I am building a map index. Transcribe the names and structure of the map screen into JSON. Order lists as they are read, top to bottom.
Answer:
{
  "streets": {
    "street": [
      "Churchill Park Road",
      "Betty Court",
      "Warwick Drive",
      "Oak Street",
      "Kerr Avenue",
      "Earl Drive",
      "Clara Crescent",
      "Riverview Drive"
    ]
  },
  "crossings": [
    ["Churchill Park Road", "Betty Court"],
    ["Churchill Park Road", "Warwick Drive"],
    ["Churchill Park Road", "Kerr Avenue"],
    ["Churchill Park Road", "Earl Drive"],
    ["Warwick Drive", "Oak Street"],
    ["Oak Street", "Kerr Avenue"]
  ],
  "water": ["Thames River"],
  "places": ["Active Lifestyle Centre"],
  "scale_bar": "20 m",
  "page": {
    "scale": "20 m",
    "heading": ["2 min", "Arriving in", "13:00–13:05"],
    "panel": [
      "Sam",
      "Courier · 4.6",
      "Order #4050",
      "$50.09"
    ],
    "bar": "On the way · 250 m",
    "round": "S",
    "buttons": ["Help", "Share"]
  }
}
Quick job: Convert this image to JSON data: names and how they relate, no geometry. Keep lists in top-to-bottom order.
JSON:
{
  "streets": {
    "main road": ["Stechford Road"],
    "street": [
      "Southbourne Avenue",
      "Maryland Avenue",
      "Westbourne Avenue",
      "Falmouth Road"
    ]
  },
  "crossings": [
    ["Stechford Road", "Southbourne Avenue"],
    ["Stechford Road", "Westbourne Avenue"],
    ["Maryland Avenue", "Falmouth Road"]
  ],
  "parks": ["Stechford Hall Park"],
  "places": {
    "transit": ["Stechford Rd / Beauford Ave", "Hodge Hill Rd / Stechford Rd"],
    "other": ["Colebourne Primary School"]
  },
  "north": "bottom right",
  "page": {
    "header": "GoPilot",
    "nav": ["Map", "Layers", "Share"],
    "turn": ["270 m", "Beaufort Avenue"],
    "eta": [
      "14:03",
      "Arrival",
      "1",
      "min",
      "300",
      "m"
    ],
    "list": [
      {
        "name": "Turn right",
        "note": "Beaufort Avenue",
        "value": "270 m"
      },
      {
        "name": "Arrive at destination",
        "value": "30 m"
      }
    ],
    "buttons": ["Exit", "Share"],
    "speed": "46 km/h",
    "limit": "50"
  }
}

▶ [Work instructions]:
Nothing but the lines with "names" should be returned, copied from the entries above.

▶ [Task output]:
I am building a map index. Transcribe the names and structure of the map screen into JSON. Order lists as they are read, top to bottom.
Quick job: Convert this image to JSON data: names and how they relate, no geometry. Keep lists in top-to-bottom order.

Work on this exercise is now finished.